§ **About this task**: In the entries below, find each line with the string "lines" and copy it.

§ **Given records**:
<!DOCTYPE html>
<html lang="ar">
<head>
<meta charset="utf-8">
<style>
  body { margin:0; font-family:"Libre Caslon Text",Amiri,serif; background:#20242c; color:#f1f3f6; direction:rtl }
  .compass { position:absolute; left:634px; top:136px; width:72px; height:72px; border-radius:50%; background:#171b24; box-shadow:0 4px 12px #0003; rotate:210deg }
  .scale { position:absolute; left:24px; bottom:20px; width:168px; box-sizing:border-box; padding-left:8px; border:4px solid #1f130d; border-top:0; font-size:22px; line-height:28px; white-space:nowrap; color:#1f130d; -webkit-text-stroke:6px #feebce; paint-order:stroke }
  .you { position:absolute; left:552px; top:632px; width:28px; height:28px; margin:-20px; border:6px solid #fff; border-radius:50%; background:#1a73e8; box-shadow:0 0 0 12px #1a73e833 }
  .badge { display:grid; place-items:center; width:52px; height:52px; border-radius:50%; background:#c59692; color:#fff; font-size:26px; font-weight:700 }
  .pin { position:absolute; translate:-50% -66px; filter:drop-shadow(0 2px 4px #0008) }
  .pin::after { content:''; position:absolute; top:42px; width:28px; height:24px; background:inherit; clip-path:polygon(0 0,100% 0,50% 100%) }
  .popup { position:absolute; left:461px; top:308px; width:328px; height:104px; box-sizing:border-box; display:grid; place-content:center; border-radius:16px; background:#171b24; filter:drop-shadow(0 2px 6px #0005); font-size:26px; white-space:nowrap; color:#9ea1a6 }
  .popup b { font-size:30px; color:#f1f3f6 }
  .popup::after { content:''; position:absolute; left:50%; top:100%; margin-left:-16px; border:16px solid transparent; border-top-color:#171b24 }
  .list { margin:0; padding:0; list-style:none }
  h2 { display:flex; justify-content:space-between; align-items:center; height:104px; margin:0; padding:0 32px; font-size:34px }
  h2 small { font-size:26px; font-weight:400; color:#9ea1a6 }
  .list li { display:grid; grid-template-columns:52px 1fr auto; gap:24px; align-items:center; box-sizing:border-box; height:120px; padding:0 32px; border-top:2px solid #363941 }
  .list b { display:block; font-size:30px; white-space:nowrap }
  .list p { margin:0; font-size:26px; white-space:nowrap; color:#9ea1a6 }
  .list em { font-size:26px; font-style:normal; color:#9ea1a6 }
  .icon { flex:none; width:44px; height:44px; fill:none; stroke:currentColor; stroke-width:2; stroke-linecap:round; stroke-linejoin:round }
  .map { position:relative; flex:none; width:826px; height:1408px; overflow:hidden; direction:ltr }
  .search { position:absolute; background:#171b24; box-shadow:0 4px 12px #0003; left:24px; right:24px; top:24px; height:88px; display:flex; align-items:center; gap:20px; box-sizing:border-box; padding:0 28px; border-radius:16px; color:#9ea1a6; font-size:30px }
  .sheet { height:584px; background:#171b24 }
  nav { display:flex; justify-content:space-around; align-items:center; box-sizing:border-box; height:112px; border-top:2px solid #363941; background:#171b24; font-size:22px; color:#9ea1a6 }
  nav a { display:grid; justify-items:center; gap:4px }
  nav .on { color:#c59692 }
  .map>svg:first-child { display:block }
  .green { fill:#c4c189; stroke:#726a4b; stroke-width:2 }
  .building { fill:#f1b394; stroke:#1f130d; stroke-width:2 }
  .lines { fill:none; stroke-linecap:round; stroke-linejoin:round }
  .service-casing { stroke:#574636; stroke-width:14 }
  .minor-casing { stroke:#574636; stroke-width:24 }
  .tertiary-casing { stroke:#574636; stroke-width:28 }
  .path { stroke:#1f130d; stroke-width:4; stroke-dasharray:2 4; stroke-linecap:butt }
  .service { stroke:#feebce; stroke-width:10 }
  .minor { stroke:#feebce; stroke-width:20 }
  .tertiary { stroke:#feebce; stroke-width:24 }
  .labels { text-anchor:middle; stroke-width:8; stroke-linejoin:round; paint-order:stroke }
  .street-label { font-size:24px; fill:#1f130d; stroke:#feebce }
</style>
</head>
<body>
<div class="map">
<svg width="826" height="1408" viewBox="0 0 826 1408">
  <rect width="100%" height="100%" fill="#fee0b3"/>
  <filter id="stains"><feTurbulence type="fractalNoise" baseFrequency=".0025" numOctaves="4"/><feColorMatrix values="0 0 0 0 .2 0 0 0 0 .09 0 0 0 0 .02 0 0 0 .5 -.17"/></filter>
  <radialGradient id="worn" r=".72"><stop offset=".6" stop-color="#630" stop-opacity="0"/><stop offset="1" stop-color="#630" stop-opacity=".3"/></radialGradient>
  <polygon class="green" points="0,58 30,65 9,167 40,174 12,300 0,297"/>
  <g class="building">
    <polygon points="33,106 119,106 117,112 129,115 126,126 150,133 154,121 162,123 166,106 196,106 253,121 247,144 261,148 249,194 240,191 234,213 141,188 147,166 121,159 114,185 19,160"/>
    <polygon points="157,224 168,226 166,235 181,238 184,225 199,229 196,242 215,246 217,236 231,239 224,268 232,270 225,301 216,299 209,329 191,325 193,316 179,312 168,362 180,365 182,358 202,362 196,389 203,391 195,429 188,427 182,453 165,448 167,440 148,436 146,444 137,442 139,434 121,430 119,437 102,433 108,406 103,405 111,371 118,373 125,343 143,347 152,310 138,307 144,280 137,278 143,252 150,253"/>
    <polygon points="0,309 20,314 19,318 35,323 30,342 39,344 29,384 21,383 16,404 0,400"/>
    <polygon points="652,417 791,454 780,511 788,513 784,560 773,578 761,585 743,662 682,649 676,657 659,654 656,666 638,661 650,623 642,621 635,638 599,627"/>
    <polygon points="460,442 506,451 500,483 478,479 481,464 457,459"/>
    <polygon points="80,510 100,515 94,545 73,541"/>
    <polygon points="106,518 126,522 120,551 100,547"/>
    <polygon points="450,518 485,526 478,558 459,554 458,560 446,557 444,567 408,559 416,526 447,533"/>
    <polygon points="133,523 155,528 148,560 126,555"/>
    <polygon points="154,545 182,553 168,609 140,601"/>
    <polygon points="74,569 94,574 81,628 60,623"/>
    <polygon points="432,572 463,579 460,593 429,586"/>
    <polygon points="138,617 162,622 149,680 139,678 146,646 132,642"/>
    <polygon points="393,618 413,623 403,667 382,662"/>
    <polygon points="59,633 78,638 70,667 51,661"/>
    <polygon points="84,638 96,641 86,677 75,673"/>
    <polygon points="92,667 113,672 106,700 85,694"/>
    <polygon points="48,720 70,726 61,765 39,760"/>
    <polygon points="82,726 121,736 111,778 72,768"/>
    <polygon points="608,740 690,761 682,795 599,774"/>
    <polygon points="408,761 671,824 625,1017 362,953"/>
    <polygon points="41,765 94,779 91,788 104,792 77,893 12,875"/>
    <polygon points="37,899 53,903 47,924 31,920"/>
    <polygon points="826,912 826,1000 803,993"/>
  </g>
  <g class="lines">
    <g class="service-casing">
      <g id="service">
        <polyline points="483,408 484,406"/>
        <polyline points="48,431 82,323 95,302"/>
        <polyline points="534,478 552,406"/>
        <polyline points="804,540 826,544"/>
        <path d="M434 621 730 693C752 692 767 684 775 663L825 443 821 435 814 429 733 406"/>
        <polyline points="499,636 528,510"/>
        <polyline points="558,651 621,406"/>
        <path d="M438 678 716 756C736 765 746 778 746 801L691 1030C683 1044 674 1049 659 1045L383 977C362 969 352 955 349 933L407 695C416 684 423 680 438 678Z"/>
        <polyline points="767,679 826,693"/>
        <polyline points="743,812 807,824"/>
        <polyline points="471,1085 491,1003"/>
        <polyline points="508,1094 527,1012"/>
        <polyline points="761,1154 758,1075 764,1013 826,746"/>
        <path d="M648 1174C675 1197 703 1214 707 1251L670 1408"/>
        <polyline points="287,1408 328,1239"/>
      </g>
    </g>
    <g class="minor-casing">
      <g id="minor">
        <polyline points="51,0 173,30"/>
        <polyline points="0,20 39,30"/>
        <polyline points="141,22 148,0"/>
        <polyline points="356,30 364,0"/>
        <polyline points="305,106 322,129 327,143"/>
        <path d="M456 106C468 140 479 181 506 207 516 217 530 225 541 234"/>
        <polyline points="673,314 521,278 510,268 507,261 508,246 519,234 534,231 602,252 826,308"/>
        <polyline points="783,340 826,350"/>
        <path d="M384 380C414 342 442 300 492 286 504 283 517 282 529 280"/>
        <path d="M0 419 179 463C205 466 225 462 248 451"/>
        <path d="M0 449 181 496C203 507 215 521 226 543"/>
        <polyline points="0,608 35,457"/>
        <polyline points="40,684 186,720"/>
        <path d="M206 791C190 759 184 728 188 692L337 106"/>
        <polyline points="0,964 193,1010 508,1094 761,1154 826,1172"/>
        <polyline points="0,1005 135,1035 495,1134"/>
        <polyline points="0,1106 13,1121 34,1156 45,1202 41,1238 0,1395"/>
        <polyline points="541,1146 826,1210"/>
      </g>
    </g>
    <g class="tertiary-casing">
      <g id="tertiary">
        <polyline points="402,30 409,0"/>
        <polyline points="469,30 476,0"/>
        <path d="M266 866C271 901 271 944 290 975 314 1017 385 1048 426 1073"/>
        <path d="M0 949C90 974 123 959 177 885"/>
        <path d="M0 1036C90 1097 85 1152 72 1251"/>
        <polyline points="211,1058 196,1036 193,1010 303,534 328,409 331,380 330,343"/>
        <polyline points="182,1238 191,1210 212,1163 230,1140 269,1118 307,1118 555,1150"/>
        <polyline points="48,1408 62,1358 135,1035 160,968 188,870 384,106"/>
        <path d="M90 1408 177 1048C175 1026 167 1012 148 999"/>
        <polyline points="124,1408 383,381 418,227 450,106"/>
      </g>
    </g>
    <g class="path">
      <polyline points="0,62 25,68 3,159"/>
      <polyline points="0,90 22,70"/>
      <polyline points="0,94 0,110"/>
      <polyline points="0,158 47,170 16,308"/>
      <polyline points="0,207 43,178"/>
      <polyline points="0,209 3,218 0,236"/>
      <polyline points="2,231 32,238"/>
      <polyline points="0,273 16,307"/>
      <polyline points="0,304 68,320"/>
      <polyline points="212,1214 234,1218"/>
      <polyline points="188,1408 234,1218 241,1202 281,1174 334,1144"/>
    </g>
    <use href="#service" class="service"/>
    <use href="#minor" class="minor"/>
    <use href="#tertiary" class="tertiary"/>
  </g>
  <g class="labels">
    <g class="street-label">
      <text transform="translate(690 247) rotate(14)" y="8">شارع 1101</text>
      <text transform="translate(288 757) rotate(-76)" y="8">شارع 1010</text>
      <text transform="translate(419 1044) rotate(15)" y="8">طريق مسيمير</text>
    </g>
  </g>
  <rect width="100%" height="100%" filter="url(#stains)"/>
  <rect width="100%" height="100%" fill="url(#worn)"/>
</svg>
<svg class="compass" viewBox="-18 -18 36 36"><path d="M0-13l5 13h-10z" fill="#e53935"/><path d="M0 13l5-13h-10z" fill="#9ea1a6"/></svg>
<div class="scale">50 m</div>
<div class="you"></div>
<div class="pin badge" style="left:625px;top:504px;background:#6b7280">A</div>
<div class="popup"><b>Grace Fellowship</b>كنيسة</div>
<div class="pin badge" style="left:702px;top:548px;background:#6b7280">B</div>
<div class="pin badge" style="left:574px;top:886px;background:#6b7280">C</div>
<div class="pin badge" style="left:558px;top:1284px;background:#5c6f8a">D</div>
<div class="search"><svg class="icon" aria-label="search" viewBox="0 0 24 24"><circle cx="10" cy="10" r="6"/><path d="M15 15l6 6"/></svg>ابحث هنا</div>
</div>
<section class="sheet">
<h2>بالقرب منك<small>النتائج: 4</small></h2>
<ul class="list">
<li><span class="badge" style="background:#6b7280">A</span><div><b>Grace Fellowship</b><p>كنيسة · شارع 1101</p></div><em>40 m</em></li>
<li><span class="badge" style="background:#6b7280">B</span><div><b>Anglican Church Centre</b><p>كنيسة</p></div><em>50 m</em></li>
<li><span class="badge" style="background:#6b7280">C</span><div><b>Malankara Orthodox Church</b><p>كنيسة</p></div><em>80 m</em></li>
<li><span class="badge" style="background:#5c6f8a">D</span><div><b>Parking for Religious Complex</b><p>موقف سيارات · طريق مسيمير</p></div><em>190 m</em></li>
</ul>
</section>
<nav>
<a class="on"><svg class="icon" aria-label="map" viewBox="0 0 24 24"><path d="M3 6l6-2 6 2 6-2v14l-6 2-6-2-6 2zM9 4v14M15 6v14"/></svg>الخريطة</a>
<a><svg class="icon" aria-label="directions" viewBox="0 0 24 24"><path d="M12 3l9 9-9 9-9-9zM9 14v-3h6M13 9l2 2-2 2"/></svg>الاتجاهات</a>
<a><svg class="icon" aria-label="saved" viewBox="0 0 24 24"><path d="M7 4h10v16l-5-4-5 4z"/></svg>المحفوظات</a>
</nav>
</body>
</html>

--

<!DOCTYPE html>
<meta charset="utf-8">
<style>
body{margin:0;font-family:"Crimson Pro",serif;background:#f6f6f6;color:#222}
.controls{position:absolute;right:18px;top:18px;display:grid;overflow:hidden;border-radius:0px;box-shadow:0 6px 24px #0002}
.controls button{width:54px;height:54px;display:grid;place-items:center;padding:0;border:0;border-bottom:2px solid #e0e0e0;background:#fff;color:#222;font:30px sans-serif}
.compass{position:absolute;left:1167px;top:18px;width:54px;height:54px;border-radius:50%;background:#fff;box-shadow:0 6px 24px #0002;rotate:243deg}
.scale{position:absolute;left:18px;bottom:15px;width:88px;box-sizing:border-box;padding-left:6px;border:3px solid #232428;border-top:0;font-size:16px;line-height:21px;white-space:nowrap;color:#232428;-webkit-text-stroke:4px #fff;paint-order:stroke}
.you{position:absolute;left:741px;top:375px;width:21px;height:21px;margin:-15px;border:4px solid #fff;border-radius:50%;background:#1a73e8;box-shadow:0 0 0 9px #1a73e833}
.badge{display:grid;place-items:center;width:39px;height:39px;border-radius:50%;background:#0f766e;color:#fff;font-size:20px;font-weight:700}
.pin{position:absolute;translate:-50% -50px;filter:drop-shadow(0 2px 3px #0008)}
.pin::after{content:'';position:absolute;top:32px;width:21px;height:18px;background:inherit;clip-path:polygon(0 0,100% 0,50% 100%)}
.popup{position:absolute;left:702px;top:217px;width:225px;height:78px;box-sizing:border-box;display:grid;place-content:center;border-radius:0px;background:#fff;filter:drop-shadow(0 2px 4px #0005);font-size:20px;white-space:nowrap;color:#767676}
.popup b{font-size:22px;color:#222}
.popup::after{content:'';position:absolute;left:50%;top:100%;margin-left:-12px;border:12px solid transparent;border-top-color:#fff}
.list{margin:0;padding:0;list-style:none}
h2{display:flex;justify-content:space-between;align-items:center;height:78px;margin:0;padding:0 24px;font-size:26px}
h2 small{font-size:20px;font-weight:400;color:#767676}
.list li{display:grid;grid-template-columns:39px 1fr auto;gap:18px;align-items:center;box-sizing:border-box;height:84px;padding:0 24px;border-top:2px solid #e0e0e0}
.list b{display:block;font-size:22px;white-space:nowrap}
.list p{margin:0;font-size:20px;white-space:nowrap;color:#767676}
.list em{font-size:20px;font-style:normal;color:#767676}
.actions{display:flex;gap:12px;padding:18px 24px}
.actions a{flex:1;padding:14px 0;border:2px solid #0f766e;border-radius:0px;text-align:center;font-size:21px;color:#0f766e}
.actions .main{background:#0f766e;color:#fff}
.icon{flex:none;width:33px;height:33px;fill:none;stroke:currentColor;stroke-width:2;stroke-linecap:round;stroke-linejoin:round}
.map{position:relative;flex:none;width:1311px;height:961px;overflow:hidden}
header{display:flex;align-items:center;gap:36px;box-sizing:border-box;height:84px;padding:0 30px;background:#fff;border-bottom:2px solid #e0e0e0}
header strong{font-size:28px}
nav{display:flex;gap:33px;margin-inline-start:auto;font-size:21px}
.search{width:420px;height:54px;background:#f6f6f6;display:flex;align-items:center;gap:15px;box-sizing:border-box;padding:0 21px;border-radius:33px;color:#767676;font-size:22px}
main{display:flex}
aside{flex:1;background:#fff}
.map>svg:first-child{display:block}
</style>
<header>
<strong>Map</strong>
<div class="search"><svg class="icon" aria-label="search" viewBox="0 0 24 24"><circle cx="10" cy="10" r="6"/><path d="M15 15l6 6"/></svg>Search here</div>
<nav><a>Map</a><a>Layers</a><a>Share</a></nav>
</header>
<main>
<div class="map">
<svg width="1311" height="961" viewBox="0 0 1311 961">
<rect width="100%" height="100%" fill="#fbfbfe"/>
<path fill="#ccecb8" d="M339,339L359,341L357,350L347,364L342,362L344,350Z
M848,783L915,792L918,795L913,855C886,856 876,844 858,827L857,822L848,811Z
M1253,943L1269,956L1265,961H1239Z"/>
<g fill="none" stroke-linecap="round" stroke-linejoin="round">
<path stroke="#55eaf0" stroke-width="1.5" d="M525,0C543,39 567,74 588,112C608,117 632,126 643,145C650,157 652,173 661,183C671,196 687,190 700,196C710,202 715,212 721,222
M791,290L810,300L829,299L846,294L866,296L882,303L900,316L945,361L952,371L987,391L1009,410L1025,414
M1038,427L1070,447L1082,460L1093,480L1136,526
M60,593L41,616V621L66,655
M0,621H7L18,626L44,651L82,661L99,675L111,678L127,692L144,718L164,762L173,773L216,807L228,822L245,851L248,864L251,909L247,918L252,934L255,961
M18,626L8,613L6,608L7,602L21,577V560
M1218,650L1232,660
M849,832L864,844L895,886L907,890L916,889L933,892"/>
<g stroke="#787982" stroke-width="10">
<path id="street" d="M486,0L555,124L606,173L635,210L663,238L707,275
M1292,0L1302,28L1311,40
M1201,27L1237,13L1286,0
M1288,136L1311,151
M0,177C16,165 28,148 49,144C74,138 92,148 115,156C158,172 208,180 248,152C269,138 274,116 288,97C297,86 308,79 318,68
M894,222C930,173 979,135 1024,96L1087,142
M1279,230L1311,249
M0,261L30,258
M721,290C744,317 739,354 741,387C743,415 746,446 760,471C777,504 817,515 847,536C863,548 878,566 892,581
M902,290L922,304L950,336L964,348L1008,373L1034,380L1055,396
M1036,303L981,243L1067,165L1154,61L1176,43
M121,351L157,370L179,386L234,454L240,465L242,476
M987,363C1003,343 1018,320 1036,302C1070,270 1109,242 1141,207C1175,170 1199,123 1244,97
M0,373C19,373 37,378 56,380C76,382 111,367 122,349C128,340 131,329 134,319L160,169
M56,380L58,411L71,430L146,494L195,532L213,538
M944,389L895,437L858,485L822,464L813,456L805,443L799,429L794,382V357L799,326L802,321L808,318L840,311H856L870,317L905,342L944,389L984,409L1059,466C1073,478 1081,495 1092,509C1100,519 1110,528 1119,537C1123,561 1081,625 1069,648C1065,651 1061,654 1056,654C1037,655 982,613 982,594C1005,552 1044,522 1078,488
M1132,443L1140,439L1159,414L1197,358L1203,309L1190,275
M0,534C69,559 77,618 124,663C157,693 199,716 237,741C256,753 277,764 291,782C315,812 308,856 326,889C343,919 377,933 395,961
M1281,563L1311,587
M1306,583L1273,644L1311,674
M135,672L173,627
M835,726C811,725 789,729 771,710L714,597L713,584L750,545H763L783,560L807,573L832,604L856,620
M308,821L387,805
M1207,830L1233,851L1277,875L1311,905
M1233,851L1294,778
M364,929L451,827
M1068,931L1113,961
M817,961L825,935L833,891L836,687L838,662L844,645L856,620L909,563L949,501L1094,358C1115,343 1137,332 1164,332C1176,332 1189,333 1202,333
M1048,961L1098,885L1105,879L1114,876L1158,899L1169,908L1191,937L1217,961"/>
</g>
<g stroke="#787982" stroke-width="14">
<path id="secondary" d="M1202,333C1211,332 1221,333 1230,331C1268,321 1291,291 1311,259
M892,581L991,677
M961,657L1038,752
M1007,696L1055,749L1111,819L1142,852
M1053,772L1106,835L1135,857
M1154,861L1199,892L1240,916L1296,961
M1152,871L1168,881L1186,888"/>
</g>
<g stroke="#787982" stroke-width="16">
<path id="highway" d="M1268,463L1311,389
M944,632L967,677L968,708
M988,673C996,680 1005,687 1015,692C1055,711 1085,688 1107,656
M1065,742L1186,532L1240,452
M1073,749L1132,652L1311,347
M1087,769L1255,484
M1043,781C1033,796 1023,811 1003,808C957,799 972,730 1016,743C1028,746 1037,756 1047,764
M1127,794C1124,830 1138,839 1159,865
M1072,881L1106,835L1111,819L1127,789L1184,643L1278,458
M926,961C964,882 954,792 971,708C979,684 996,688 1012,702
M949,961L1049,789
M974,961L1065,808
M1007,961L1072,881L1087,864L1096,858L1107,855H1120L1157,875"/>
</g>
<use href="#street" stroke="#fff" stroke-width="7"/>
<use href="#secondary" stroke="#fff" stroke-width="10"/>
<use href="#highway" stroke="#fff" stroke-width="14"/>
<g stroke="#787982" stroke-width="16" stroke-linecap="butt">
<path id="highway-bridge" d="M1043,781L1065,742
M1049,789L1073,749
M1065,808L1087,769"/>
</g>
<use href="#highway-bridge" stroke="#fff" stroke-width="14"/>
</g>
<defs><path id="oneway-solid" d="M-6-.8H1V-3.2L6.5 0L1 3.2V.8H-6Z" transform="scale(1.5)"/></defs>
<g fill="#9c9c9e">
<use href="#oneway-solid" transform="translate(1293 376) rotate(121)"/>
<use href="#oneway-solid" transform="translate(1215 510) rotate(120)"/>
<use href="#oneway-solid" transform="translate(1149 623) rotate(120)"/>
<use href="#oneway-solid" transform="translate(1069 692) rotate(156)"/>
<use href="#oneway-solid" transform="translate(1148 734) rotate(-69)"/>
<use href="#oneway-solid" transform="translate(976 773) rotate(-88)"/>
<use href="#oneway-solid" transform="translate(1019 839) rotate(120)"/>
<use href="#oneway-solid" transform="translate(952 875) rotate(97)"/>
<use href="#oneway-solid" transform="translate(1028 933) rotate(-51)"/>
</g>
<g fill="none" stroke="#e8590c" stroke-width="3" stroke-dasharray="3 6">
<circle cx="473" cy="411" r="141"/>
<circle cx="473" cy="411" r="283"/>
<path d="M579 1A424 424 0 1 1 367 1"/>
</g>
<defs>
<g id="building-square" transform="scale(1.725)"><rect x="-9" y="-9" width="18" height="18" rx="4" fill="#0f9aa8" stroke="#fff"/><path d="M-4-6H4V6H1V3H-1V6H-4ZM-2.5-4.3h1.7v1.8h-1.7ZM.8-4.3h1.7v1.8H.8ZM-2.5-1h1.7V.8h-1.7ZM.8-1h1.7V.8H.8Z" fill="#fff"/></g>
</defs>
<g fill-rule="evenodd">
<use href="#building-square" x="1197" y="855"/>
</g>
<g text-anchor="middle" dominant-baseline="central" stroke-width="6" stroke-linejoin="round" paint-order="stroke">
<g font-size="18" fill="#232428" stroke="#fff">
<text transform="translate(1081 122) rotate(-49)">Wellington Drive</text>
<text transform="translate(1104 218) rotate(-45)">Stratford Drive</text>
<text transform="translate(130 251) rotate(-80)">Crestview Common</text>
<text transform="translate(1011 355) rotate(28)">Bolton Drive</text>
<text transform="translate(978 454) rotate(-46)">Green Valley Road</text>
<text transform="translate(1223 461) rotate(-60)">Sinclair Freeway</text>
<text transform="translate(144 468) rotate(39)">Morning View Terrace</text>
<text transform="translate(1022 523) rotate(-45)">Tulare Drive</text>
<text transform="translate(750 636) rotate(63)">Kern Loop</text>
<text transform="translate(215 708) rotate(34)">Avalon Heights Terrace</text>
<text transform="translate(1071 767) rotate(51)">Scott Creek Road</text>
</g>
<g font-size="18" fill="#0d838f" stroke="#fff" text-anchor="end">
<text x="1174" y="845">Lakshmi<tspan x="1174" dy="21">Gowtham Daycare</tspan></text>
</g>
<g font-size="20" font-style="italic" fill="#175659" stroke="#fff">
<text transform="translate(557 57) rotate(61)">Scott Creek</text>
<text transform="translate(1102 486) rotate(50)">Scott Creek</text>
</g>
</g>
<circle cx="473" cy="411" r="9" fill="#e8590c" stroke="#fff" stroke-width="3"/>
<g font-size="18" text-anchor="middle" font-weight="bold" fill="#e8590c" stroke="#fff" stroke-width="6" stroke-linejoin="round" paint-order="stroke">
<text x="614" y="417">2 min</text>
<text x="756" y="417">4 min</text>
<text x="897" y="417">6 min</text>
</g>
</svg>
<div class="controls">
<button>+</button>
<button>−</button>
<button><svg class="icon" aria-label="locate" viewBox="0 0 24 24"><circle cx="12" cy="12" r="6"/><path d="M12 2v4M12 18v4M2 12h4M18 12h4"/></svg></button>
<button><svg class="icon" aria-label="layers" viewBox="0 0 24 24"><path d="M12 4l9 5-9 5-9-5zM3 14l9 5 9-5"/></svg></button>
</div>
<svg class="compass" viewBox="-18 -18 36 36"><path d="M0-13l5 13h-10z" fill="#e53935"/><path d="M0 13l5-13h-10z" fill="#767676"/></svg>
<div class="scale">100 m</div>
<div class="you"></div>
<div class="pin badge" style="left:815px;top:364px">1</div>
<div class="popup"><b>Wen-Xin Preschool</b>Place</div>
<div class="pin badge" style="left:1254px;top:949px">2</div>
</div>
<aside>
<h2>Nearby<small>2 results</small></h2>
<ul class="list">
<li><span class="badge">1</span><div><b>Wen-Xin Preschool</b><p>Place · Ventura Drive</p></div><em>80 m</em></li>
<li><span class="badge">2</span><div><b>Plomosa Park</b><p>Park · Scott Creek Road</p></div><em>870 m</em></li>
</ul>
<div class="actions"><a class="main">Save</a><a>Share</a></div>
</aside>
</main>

§ **Response area**:
  .lines { fill:none; stroke-linecap:round; stroke-linejoin:round }
  <g class="lines">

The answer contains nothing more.